From the data below, retype exactly the lines starting with the one that contains "function fillPath(path, color)" and ending with the one that contains "const shape = rows", both included.
MATERIAL FOR THE TASK section start
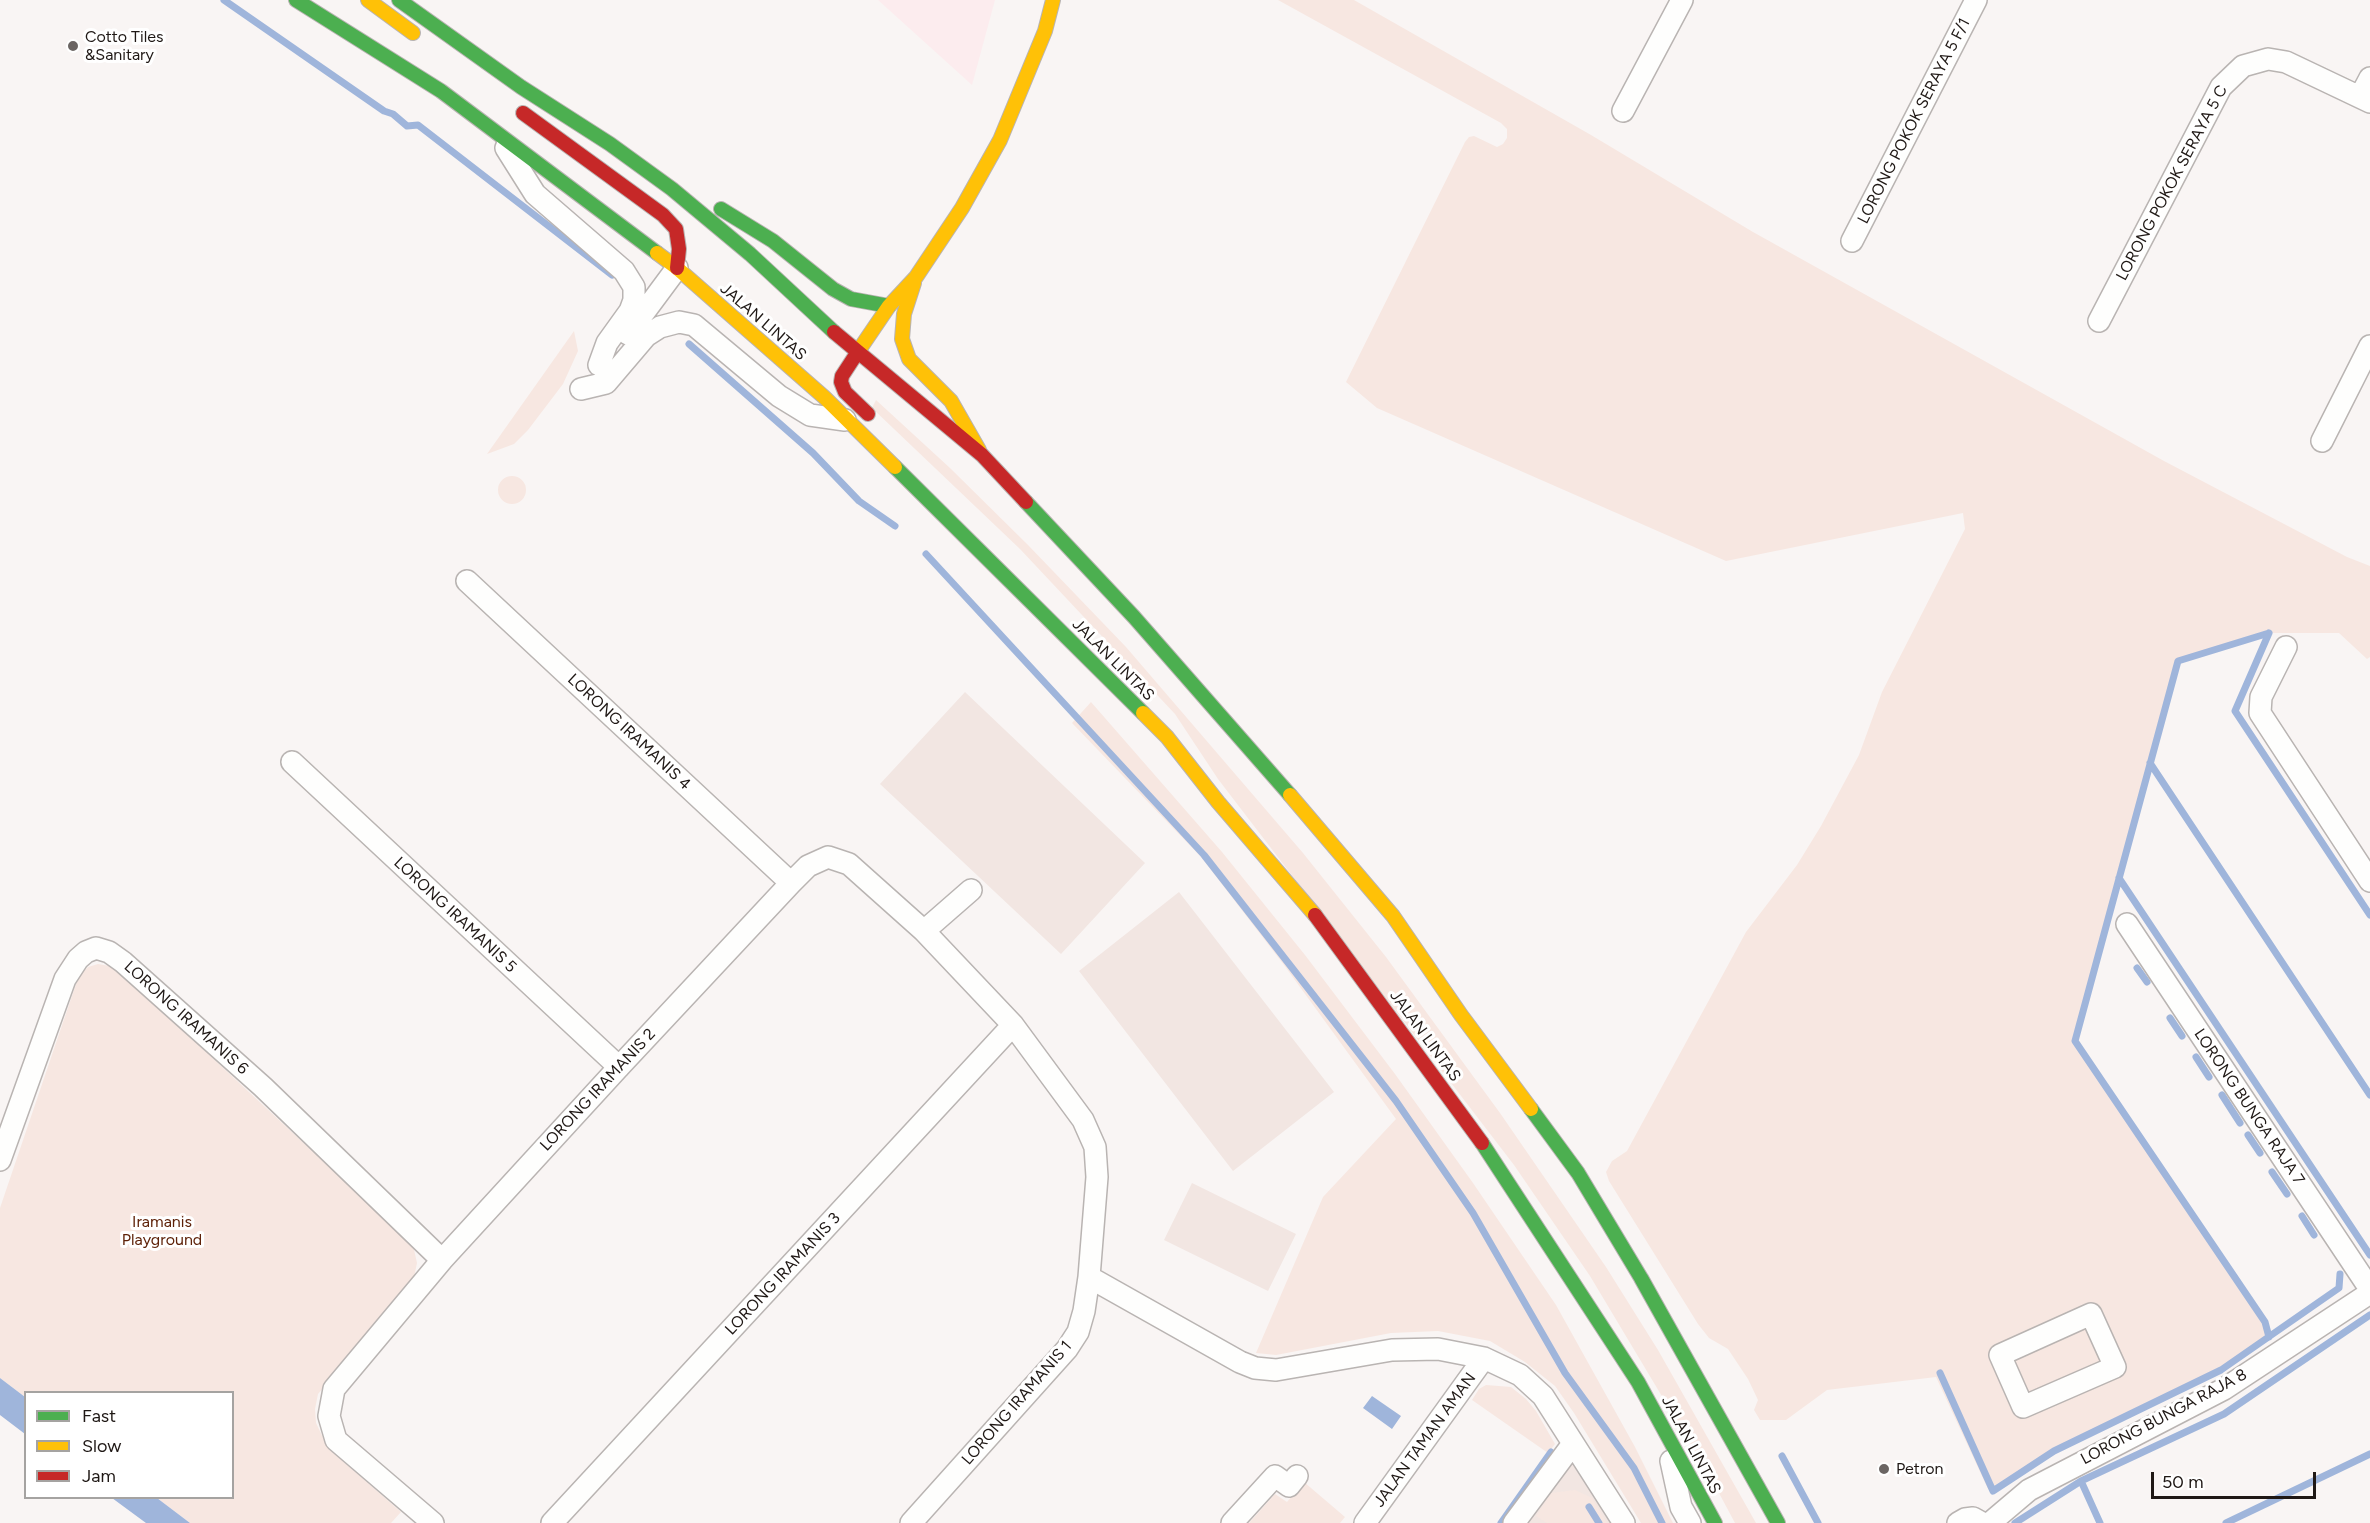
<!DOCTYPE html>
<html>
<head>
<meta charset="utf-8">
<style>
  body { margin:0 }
  #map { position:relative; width:2370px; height:1523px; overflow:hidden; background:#f9f5f4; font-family:Figtree,sans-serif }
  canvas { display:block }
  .legend { position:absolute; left:24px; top:1391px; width:210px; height:108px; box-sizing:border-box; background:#fff; border:2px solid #a5a3a1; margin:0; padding:8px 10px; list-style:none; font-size:18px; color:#1f1815 }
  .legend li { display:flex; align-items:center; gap:12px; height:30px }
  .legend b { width:30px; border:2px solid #a5a3a1 }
  .scale { position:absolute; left:2151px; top:1472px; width:165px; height:27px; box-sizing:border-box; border:3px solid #1f1815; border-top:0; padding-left:8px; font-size:18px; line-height:21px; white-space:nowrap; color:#1f1815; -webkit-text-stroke:4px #fff; paint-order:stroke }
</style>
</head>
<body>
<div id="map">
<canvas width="2370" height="1523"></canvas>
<ul class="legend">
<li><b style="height:8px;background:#4caf50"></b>Fast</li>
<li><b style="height:8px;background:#ffc107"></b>Slow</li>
<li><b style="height:8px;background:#c62828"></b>Jam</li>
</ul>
<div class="scale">50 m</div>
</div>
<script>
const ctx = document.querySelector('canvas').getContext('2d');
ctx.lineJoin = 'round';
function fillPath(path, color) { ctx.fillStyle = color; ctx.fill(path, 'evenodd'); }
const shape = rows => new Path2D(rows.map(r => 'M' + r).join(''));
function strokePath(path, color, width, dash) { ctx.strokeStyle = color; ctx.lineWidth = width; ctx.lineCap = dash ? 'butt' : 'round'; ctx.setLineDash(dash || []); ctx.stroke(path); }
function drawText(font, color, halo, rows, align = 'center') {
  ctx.font = font + ' Figtree,sans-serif'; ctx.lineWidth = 6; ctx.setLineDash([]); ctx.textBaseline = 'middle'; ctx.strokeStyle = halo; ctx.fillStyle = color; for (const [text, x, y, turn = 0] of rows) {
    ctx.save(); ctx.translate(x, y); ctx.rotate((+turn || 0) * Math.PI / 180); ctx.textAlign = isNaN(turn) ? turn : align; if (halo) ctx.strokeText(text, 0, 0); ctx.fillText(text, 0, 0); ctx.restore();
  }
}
const built = shape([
  [965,692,1145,863,1061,954,880,784],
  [1179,892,1334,1092,1233,1171,1079,971],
  [1192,1183,1296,1234,1268,1291,1164,1240],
  [1572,1445,1624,1523,1515,1523]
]);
const industrial = shape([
  [878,0,995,0,972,85]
]);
const green = shape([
  [1278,0,1354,0,1591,135,1753,232,2164,461,2347,557,2370,566,2370,657,2367,659,2339,633,2269,633,2178,661,2075,1041,2265,1322,2269,1337,2221,1370,2054,1451,1993,1491,1988,1489,1936,1377,1827,1390,1786,1420,1760,1420,1754,1410,1758,1400,1748,1379,1728,1349,1709,1338,1698,1324,1609,1181,1606,1172,1612,1161,1627,1151,1746,932,1797,865,1821,826,1859,755,1882,692,1965,529,1963,513,1726,561,1377,408,1346,382,1465,142,1469,137,1474,136,1497,147,1503,144,1507,138,1507,129,1501,123],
  [574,331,578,351,563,384,528,430,514,444,487,454],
  [876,400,950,468,1028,545,1126,647,1303,853,1386,957,1500,1113,1606,1267,1658,1350,1756,1523,1735,1523,1712,1480,1590,1276,1514,1165,1218,779,1175,714,1020,549,872,408],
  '498 490a14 14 0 1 1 28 0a14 14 0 1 1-28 0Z',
  [1091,702,1222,852,1305,955,1395,1074,1473,1183,1556,1305,1635,1447,1673,1523,1641,1523,1574,1413,1555,1386,1525,1362,1490,1341,1438,1331,1391,1333,1276,1355,1256,1353,1323,1197,1396,1119,1284,965,1201,857,1072,723],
  [98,964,115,967,413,1245,417,1263,413,1282,318,1394,315,1409,316,1423,328,1448,401,1512,391,1523,190,1523,157,1498,232,1498,232,1392,26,1392,25,1397,0,1378,0,1208,76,984,81,974,88,967],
  [1486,1385,1511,1387,1526,1399,1536,1411,1555,1444,1548,1453,1472,1400,1479,1389],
  [1304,1482,1345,1517,1340,1523,1249,1523,1275,1494,1287,1502],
  [1575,1490,1592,1498,1607,1523,1547,1523,1536,1516,1551,1493]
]);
const water = shape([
  [0,1378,25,1397,25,1434,0,1415],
  [1372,1396,1401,1416,1392,1429,1363,1408],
  [112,1498,157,1498,190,1523,146,1523]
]);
const stream = shape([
  [224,0,384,111,393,114,407,126,418,125,612,275],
  [689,344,813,453,859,501,895,526],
  [926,554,1204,855,1396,1101,1473,1213,1565,1373,1634,1468,1662,1523],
  [2269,633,2235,711,2370,915],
  [2150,763,2370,1095],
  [2119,878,2370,1255],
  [2137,968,2147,982],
  [2170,1018,2182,1036],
  [2196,1057,2209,1077],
  [2222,1095,2240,1123],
  [2248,1135,2260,1153],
  [2272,1172,2287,1194],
  [2302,1216,2314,1235],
  [2269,1337,2265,1322,2075,1041,2178,661,2269,633],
  [1940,1373,1993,1491,2054,1451,2221,1370,2339,1288,2340,1274],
  [1782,1456,1818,1523],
  [2081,1481,2100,1523],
  [1589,1507,1599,1523],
  [1501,1523,1551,1452],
  [2015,1523,2081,1481,2224,1414,2370,1315],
  [2226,1523,2370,1454]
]);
const street = shape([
  [2360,97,2370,78],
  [1623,111,1682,0],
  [506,148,535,194,624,271,634,287,634,300,630,311,607,343,599,365],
  [1852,241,1976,0],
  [2099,321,2221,87,2243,66,2268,59,2286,62,2370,102],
  [628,334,677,268],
  [581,389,606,383,646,336,660,327,679,322,694,325,779,396,810,415,845,420],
  [2322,441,2370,346],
  [467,581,791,883],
  [2286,647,2261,697,2260,713,2370,881],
  [292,762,619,1067],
  [2127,924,2370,1289],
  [924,931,971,890],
  [0,1160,65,979,78,959,86,952,96,948,109,952,123,962,263,1087,442,1260],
  [1089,1277,1240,1362,1255,1368,1276,1370,1392,1350,1438,1349,1484,1358,1520,1375,1543,1396,1624,1523],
  [2091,1314,2115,1367,2023,1407,2000,1355,2091,1314],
  [1671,1461,1681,1507,1690,1523],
  [433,1523,336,1440,329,1416,334,1389,442,1260,619,1067,791,883,808,866,828,857,849,864,924,931,1013,1025,1083,1120,1095,1147,1097,1177,1089,1277,1084,1311,1078,1332,1067,1349,911,1523],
  [552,1523,1013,1025],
  [1232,1523,1275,1476,1289,1486,1297,1476],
  [1365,1523,1484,1358],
  [1514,1523,1572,1445],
  [1958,1523,1965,1519,1973,1518,1982,1523],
  [1990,1523,2029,1490,2224,1389,2370,1293]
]);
const fast = shape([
  [296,0,441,91,657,253],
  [399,0,521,87,610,144,672,189,750,254,834,332],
  [721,209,773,241,833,289,851,299,889,306],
  [895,467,1143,713],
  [1026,502,1134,617,1290,795],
  [1531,1109,1578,1173,1641,1278,1778,1523],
  [1482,1143,1638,1382,1715,1523]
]);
const slow = shape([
  [368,0,413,33],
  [657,253,677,268,824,397,895,467],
  [914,283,904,314,902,339,909,359,951,401,979,450],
  [857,353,889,306,916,277,962,208,1000,140,1045,31,1053,0],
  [1143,713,1167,737,1218,802,1315,915],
  [1290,795,1393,916,1461,1015,1531,1109]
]);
const jam = shape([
  [523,113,663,215,676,229,679,249,677,268],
  [834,332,982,455,1026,502],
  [857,353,842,376,841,382,845,392,868,414],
  [1315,915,1482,1143]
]);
const markers = [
  [73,46,6,"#6b6563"],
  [1884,1469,6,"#6b6563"]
];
const poiNames = [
  ["Cotto Tiles",85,37],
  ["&Sanitary",85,55],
  ["Petron",1896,1469]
];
const streetNames = [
  ["LORONG POKOK SERAYA 5 F/1",1914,121,-63],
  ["LORONG POKOK SERAYA 5 C",2172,183,-62],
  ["JALAN LINTAS",763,322,41],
  ["JALAN LINTAS",1113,660,45],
  ["LORONG IRAMANIS 4",629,732,43],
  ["LORONG IRAMANIS 5",455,915,43],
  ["LORONG IRAMANIS 6",186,1018,42],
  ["JALAN LINTAS",1425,1036,54],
  ["LORONG IRAMANIS 2",598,1090,-47],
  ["LORONG BUNGA RAJA 7",2249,1107,56],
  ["LORONG IRAMANIS 3",783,1274,-47],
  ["LORONG IRAMANIS 1",1017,1403,-49],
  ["LORONG BUNGA RAJA 8",2164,1417,-28],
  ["JALAN TAMAN AMAN",1425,1440,-54],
  ["JALAN LINTAS",1691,1445,62]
];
const parkNames = [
  ["Iramanis",162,1222],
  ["Playground",162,1240]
];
fillPath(built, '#f2e6e2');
fillPath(industrial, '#fcecee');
fillPath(green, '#f7e7e1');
fillPath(water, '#9fb5db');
strokePath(stream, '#9fb5db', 7);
strokePath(street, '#b9b4b2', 24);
strokePath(fast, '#b9b4b2', 16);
strokePath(slow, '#b9b4b2', 16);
strokePath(jam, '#b9b4b2', 16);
strokePath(street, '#fefefd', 21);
strokePath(fast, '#4caf50', 14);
strokePath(slow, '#ffc107', 14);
strokePath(jam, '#c62828', 14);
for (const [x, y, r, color] of markers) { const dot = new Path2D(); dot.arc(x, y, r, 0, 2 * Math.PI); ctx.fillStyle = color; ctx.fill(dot); strokePath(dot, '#fff', 2); }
drawText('16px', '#1f1815', '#fff', poiNames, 'left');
drawText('16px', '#1f1815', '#fff', streetNames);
drawText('16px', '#5e2209', '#fff', parkNames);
</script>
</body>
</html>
MATERIAL FOR THE TASK section end
_RESPONSE AREA:_
function fillPath(path, color) { ctx.fillStyle = color; ctx.fill(path, 'evenodd'); }
const shape = rows => new Path2D(rows.map(r => 'M' + r).join(''));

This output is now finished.